What the task asks » Copy nothing but the lines from the opening of the entries through the line that contains "const c = document.querySelector('canvas').getContext('2d');", exactly as written. Drop the pictures.

(Collected data)
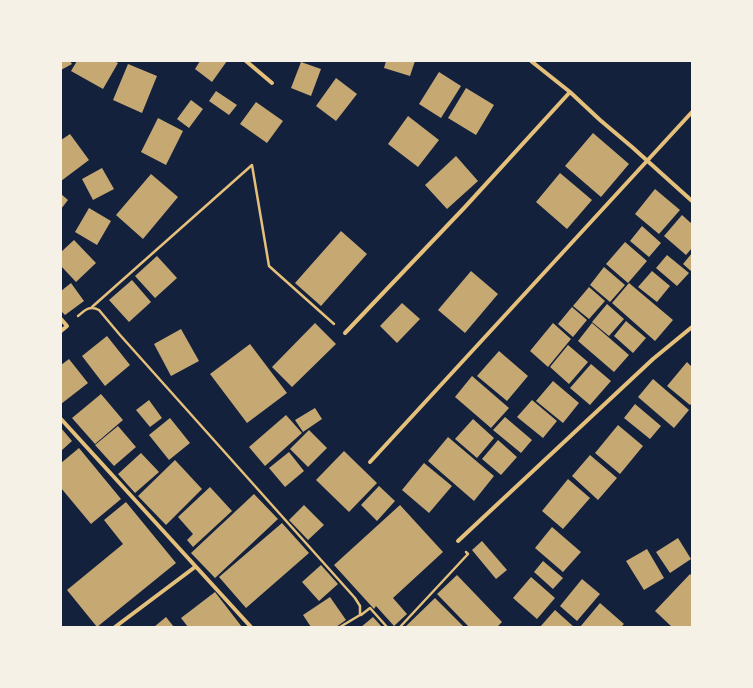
<!DOCTYPE html>
<html>
<head>
<meta charset="utf-8">
<style>
	body { margin:0 }
	#map { position:relative; width:753px; height:688px; overflow:hidden; background:#14213d; font-family:"Noto Sans",sans-serif }
	canvas { display:block }
	.frame { position:absolute; inset:0; border:62px solid #f6f1e7; pointer-events:none }
</style>
</head>
<body>
<div id="map">
<canvas width="753" height="688"></canvas>
<div class="frame"></div>
</div>
<script>
const c = document.querySelector('canvas').getContext('2d');
c.lineJoin = 'round';
function paint(path, color) {
  c.fillStyle = color;
  c.fill(path, 'evenodd');
}
function stroke(path, color, width, dash) {
  c.strokeStyle = color;
  c.lineWidth = width;
  c.lineCap = dash ? 'butt' : 'round';
  c.setLineDash(dash || []);
  c.stroke(path);
}
paint(new Path2D(`
	M61,61h9l2,3 -11,6z
	M77,61h37l4,2 -15,26 -32,-18z
	M200,61h27l-15,21 -17,-13z
	M386,61h29l-5,15 -26,-8z
	M301,62l20,7 -10,27 -20,-8z
	M128,64l29,12 -15,37 -29,-13z
	M439,72l22,14 -20,32 -22,-14z
	M336,78l21,16 -21,27 -20,-15z
	M466,88l28,17 -18,30 -28,-17z
	M216,91l21,14 -8,10 -20,-14z
	M191,100l12,9 -14,19 -12,-9z
	M256,102l27,19 -16,22 -27,-19z
	M408,116l31,24 -21,27 -30,-23z
	M158,118l25,13 -17,34 -25,-13z
	M593,133l36,31 -28,33 -36,-31z
	M70,134l19,26 -28,21v-41z
	M456,156l22,25 -31,28 -22,-24z
	M102,168l12,21 -21,11 -11,-21z
	M560,173l32,27 -25,29 -31,-27z
	M151,174l27,23 -35,42 -27,-24z
	M655,189l25,21 -21,24 -24,-20z
	M61,194l7,6 -7,9z
	M89,208l22,13 -14,24 -22,-13z
	M682,215l10,9v24l-6,7 -22,-19z
	M642,226l19,17 -12,14 -19,-16z
	M341,231l26,23 -46,52 -26,-23z
	M74,240l22,23 -20,19 -15,-16v-14z
	M625,242l22,19 -19,22 -22,-19z
	M692,253v19l-9,-8z
	M667,255l22,18 -12,13 -21,-18z
	M157,256l20,22 -22,20 -20,-22z
	M604,267l21,18 -15,17 -20,-17z
	M471,271l27,23 -33,39 -27,-23z
	M652,271l18,15 -13,16 -19,-15z
	M132,280l19,22 -22,20 -20,-22z
	M71,283l13,18 -19,14 -4,-4v-20z
	M629,283l44,37 -18,21 -43,-38z
	M589,287l16,14 -16,18 -16,-13z
	M402,303l18,16 -23,24 -17,-17z
	M607,304l17,15 -15,17 -17,-14z
	M572,307l15,13 -14,17 -15,-13z
	M626,321l20,17 -13,15 -19,-17z
	M315,323l21,21 -44,43 -20,-20z
	M553,323l18,16 -23,28 -18,-16z
	M592,323l37,32 -15,17 -36,-31z
	M181,329l18,32 -28,15 -17,-32z
	M107,336l23,29 -25,21 -23,-30z
	M250,344l37,49 -40,30 -37,-49z
	M568,345l20,17 -19,22 -19,-17z
	M499,351l29,25 -21,25 -30,-25z
	M69,359l19,24 -27,21v-39z
	M687,362l5,5v36l-2,2 -23,-19z
	M591,364l20,17 -21,24 -20,-17z
	M472,376l37,32 -18,20 -36,-31z
	M653,379l36,31 -15,18 -36,-31z
	M553,381l26,22 -16,20 -27,-22z
	M101,394l22,26 -28,24 -23,-26z
	M149,400l13,18 -12,9 -14,-17z
	M532,400l25,21 -14,17 -26,-21z
	M635,404l26,22 -11,13 -26,-21z
	M315,408l7,11 -19,13 -8,-12z
	M286,415l16,18 -37,33 -16,-19z
	M505,417l27,23 -11,13 -28,-23z
	M170,418l20,25 -21,17 -20,-25z
	M473,419l21,19 -17,20 -22,-19z
	M618,425l25,21 -23,28 -25,-21z
	M118,426l18,21 -22,19 -19,-21z
	M61,428l11,13 -11,10z
	M309,430l18,18 -19,19 -18,-18z
	M448,437l46,39 -20,25 -46,-40z
	M498,440l19,17 -16,18 -19,-16z
	M79,448l42,51 -30,25 -30,-36v-25z
	M344,451l33,32 -28,29 -33,-32z
	M289,452l15,19 -19,16 -16,-19z
	M141,453l18,19 -24,21 -17,-19z
	M590,455l27,23 -19,22 -26,-24z
	M175,460l27,29 -36,36 -28,-29z
	M424,463l28,23 -23,27 -27,-23z
	M568,479l22,19 -27,31 -21,-18z
	M379,486l16,15 -18,20 -16,-16z
	M210,487l22,24 -39,36 -6,-7 6,-6 -15,-17z
	M254,494l24,25 -63,59 -24,-25z
	M126,502l50,61 -79,64 -30,-37 56,-46 -19,-24z
	M304,505l20,20 -16,15 -19,-20z
	M400,505l43,47 -50,46 14,16 -13,12 -18,-20 -2,3 -40,-44z
	M282,523l27,30 -63,55 -27,-31z
	M552,527l29,25 -18,20 -28,-24z
	M678,538l13,21 -21,14 -14,-21z
	M482,541l25,29 -11,9 -24,-29z
	M647,549l17,29 -20,12 -18,-29z
	M543,561l20,17 -10,11 -19,-17z
	M321,565l17,19 -19,17 -17,-19z
	M690,574l2,2v51h-20l-17,-16z
	M457,575l45,47 -5,5h-28l-32,-33z
	M531,577l24,21 -18,21 -24,-21z
	M582,579l18,15 -23,27 -17,-15z
	M215,592l27,35h-54l-7,-9z
	M330,597l16,23 -10,7h-25l-8,-12z
	M435,598l29,29h-59z
	M600,603l24,21 -3,3h-41z
	M555,610l19,17h-34z
	M166,617l8,10h-20z
	M373,617l9,10h-21z`), '#c6a872');
stroke(new Path2D(`
	M92,307l160,-142 17,101 65,58
	M78,316c7,-6 12,-11 21,-6l21,25 235,263 5,8v9l-20,12
	M361,615l9,-7 17,19
	M400,627l68,-73 -2,-2`), '#e5c07b', 2.5);
stroke(new Path2D(`
	M246,61l26,22
	M531,61l39,31 30,28 32,27 60,54
	M61,319l6,7 -6,5
	M345,333l120,-126 105,-115
	M61,419l190,208
	M370,462l322,-350
	M458,541l195,-182 39,-32
	M115,627l80,-60`), '#e5c07b', 4);
</script>
</body>
</html>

The completed task »
<!DOCTYPE html>
<html>
<head>
<meta charset="utf-8">
<style>
	body { margin:0 }
	#map { position:relative; width:753px; height:688px; overflow:hidden; background:#14213d; font-family:"Noto Sans",sans-serif }
	canvas { display:block }
	.frame { position:absolute; inset:0; border:62px solid #f6f1e7; pointer-events:none }
</style>
</head>
<body>
<div id="map">
<canvas width="753" height="688"></canvas>
<div class="frame"></div>
</div>
<script>
const c = document.querySelector('canvas').getContext('2d');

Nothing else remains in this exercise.